Cuando Aureliano se queja de que las casas pintadas de azul “habían terminado por adquirir una coloración indefinible”, Ursula dice en un suspiro:
-“¿Qué esperabas? El tiempo pasa.
-Así es –admitió Aureliano-, pero no tanto” (página 113).
Tanto, sí. El patriarca Job, quien según la Biblia vivió 248 años, escribió estas palabras:
“Mis días han sido más ligeros que un correo; huyeron, y no vieron el bien. Pasaron cual naves veloces; como el águila que se arroja sobre la presa”.
En su recorrido tras las huellas de la muerte en la novela de García Márquez, el escritor Ariel Dorfman tiene el acierto de escribir que en CIEN AÑOS DE SOLEDAD “el tiempo es el camino hacia la condición absoluta de intemporalidad de la muerte”. La muerte es como la define Ariel Dorfman, intemporal, independiente del curso del tiempo.
Cuando el gitano Melquíades dice a José Arcadio Buendía que “la muerte lo seguía a todas partes, husmeándole los pantalones” (página 14), está expresando una verdad bíblica.
Nacemos dentro de la muerte o con la muerte dentro.
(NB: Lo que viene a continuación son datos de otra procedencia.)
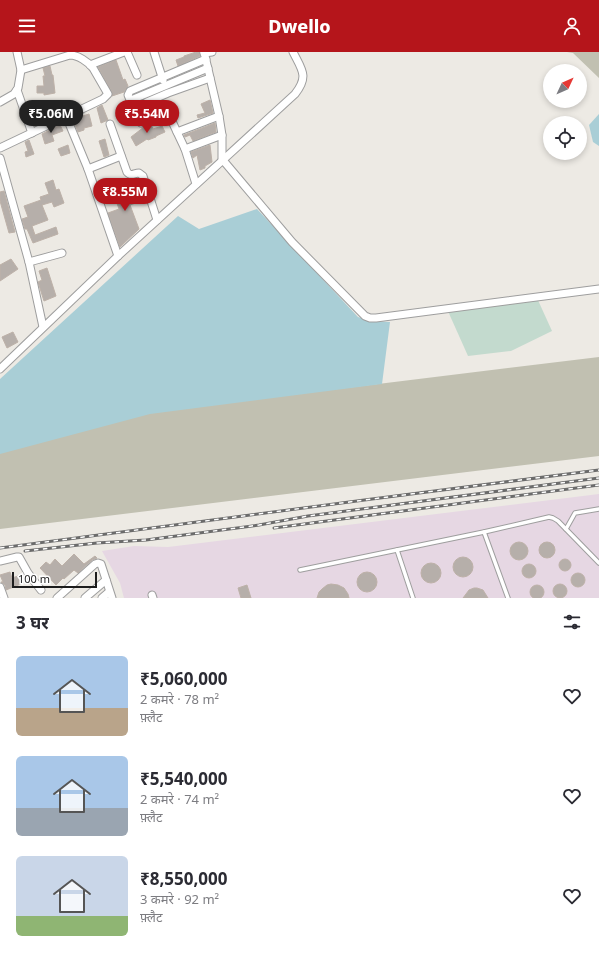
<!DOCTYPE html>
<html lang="hi">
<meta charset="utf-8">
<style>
body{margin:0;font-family:"Noto Sans","Noto Sans Devanagari",sans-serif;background:#f7f7f7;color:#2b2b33;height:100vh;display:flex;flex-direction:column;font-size:15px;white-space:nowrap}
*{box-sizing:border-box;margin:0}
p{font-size:13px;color:#7c7c81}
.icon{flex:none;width:22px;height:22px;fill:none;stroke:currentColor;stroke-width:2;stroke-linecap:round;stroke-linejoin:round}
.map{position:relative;height:546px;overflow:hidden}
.side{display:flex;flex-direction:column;background:#fff;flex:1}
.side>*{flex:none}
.needle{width:26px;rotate:46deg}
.controls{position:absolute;left:543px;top:12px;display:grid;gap:8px}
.controls a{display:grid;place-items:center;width:44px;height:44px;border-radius:50%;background:#fff;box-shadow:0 2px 6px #0003;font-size:20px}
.scale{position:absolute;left:12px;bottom:10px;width:85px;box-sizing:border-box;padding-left:4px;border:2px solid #1d1d1d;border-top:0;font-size:11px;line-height:14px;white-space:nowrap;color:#1d1d1d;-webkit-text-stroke:3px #fff;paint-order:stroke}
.price{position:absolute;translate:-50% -34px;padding:0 9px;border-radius:14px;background:#b5151b;color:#fff;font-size:13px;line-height:26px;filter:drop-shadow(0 1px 2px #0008)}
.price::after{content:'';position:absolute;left:50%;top:24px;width:12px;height:9px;margin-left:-6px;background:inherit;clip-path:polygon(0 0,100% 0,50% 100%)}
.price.current{background:#222;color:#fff}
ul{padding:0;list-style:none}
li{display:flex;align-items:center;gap:12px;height:100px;padding:0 16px}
li span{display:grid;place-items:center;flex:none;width:112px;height:80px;border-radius:6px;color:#555}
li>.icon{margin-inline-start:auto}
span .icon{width:48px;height:48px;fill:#fffc;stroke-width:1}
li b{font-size:17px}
h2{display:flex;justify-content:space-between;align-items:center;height:48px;padding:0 16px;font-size:17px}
header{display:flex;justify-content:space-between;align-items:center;height:52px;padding:0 16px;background:#b5151b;color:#fff;font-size:18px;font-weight:800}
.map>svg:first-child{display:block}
.industrial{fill:#e6d7e3}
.construction{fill:#c1c0b1}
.wetland{fill:#c3dace}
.water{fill:#a9ced6}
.building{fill:#b6afaa;stroke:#bdb1a8}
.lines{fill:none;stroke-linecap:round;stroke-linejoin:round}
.service-casing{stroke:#9e9e9e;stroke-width:5.5}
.minor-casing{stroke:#9e9e9e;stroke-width:9}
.service{stroke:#fff;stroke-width:3.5}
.minor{stroke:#fff;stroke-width:7}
.rail-casing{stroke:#6b6b6b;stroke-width:3}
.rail{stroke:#fff;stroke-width:1.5;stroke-dasharray:4.5;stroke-linecap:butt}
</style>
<header><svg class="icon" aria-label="menu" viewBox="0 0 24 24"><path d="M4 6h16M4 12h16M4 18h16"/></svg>Dwello<svg class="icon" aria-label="person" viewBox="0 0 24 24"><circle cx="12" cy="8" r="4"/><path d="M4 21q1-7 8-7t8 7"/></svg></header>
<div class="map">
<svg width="599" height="546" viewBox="0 0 599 546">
<rect width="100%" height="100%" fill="#edeae4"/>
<polygon class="industrial" points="599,442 599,546 124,546 120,531 102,499 134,494 168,495"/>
<g class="construction">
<polygon points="567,0 599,0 599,26 573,1"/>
<polygon points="599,305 599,404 0,477 0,400 124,363"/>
</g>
<polygon class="wetland" points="537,246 552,279 511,299 468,304 447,257"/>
<g class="water">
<polygon points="599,62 599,94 593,90 589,73"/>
<polygon points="257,157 358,265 371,269 390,270 382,332 150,362 0,402 0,327 178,164 199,177"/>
</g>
<g class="building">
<polygon points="196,0 199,0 200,4 178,14 176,8 184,5 184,4"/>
<polygon points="116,8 123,28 125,27 128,34 124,40 112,44 112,40 98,15"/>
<polygon points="50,14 52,23 53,23 55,41 44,43 44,41 37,41 37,34 44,34 43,24 45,24 43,16"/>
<polygon points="210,48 213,61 198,66 197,63 205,61 201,52"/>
<polygon points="102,53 108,68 101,71 97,56"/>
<polygon points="45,57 48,68 39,72 36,60"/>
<polygon points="89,62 92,74 84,76 84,78 78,80 73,67"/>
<polygon points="149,68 153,77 162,74 165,80 156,84 156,85 148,88 147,87 136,94 131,85 144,75 146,73 146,70"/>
<polygon points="215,71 216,80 193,89 190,83 185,85 184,83"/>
<polygon points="60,73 63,79 52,83 54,89 45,92 42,82"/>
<polygon points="105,87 109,103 104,105 99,89"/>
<polygon points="29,88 34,102 26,105 25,100 28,99 25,90"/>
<polygon points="68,93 70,101 61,104 58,97"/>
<polygon points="210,93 212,110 205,114 205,116 200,118 197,103 193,106 191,100"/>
<polygon points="53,128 56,138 59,137 64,151 54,155 52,150 42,153 48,168 32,174 35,183 56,175 58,182 33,191 27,177 25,177 22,167 28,165 24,154 41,148 40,145 49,142 45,131"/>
<polygon points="134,129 141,149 130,153 139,177 120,195 108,161 119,157 112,137"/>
<polygon points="4,139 15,180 9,181 0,149 0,140"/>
<polygon points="11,207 18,217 0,229 0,213"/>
<polygon points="47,216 56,244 44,249 38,230 42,228 39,219"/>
<polygon points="13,280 18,290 7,296 2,285"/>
<circle cx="547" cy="498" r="8"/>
<circle cx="519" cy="499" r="9"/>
<polygon points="74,502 84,512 95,504 97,506 92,508 78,521 74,518 64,527 63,526 56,533 40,516 46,510 50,513 55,507 62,514"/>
<circle cx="463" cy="515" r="10"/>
<circle cx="565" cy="513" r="6"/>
<circle cx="431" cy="521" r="10"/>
<circle cx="529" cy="519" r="7"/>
<polygon points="10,520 12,526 18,524 21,532 6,538 5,533 1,530 3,530 0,523"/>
<circle cx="367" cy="530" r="10"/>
<circle cx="578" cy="528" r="7"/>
<circle cx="560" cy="539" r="7"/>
<polygon points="331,532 338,533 344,536 348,542 349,546 317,546 319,540 322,537 327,533"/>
<circle cx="537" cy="540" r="7"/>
<polygon points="247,533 251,546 241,546 238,536"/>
<polygon points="474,536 477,536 483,538 488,546 463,546 469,538"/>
</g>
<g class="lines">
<g class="service-casing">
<g id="service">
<polyline points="566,477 575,461 599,457"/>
<polyline points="484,480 508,546"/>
<polyline points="397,498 413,546"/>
<polyline points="300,518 484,480 549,465 553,466 558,469 599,511"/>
</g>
</g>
<g class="minor-casing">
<g id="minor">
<polyline points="127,0 137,23"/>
<polyline points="154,0 163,28"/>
<polyline points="204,0 219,64 222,83 222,107 292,190 365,264 370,266 376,266 599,237"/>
<polyline points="204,1 212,0"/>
<polyline points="90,13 124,0"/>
<polyline points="17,38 32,81"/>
<polyline points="131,48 208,16"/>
<polyline points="0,50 14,42 18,36 21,18 17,0"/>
<polyline points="147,50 168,41 210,26"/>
<polyline points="169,63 185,97 196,132"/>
<polyline points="66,64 88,117 118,204"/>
<polyline points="141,71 139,69 128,43 130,39 206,7"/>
<path d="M110 72 127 120C131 125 134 121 139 121L143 124 157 168"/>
<polyline points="177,80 219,64"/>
<path d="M0 96 103 47 108 42 93 16C88 10 78 3 70 3L21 18"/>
<polyline points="185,97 222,83"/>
<polyline points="0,106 29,210 43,275"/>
<polyline points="88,117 121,104"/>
<polyline points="29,210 62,201"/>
<path d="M0 317 118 204 295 42C309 24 302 18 293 0"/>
<polyline points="0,509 17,505 19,505 28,521 41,538"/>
<polyline points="0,535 4,546"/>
<polyline points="152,543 153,546"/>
<polyline points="57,546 95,512 98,511 101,512 112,546"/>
<polyline points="85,546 106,528"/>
<polyline points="102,546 109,540"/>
</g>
</g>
<use href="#service" class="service"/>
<use href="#minor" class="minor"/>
<g class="rail-casing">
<g id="rail">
<polyline points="274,476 599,433"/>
<polyline points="0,496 372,447 599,418"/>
<polyline points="25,499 97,491 146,488 259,473 308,464 599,426"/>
</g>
</g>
<use href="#rail" class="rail"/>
</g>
</svg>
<div class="controls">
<a><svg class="needle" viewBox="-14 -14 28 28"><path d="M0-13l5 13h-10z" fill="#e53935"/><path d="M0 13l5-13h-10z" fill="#7c7c81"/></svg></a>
<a><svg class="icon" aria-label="locate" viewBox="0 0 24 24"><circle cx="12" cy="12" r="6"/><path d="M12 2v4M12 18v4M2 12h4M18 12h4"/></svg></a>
</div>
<div class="scale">100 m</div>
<b class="price current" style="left:51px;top:82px">₹5.06M</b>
<b class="price" style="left:147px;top:82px">₹5.54M</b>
<b class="price" style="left:125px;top:160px">₹8.55M</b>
</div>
<section class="side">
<h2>3 घर<svg class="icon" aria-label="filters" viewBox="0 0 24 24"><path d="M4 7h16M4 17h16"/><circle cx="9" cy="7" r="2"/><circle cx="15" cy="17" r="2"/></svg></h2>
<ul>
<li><span style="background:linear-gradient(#a9c7e8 65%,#b9a48a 0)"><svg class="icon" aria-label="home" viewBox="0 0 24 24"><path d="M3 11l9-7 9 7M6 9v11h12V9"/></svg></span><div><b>₹5,060,000</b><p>2 कमरे · 78 m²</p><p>फ़्लैट</p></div><svg class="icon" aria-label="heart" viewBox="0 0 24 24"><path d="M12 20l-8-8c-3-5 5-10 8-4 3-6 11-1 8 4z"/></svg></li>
<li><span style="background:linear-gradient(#a9c7e8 65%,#9aa5b1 0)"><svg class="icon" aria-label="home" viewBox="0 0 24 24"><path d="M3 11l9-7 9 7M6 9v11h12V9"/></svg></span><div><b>₹5,540,000</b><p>2 कमरे · 74 m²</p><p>फ़्लैट</p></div><svg class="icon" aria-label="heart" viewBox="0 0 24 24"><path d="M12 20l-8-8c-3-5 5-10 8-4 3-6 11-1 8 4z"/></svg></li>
<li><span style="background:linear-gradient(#c9d6e8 75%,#8fb573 0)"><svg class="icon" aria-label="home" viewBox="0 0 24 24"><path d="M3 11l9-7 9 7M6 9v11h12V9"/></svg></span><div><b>₹8,550,000</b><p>3 कमरे · 92 m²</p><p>फ़्लैट</p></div><svg class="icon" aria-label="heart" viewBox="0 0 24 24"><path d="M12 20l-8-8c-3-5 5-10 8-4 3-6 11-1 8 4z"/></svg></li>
</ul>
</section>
Entre la cuna y la tumba sólo hay un breve espacio de tiempo al que llamamos vida. La muerte convive con nosotros desde el primero al último llanto. Y no hay forma de vencerla. Salomón lo advierte en la Biblia con frase rotunda:
“No hay hombre que tenga potestad sobre el espíritu para retener el espíritu, ni potestad sobre el día de la muerte; y no valen armas en tal guerra, ni la impiedad librará al que la posee”.
Menos acertado que Melquíades está el coronel Aureliano Buendía. El presagio del padre muerto logra remover en él el último rescoldo de soberbia. Cuando Ursula le dice que el padre está muy triste porque cree que se va a morir, el coronel responde:
-“Uno no se muere cuando debe, sino cuando puede” (página 211).
Si lo de Melquíades es pura Biblia, lo del coronel Aureliano Buendía es puro fatalismo. Uno no se muere cuando debe ni cuándo puede. Uno se muere cuando lo determina Dios. Así está escrito en la Sagrada Escritura: “Está establecido a los hombres que mueran una vez”.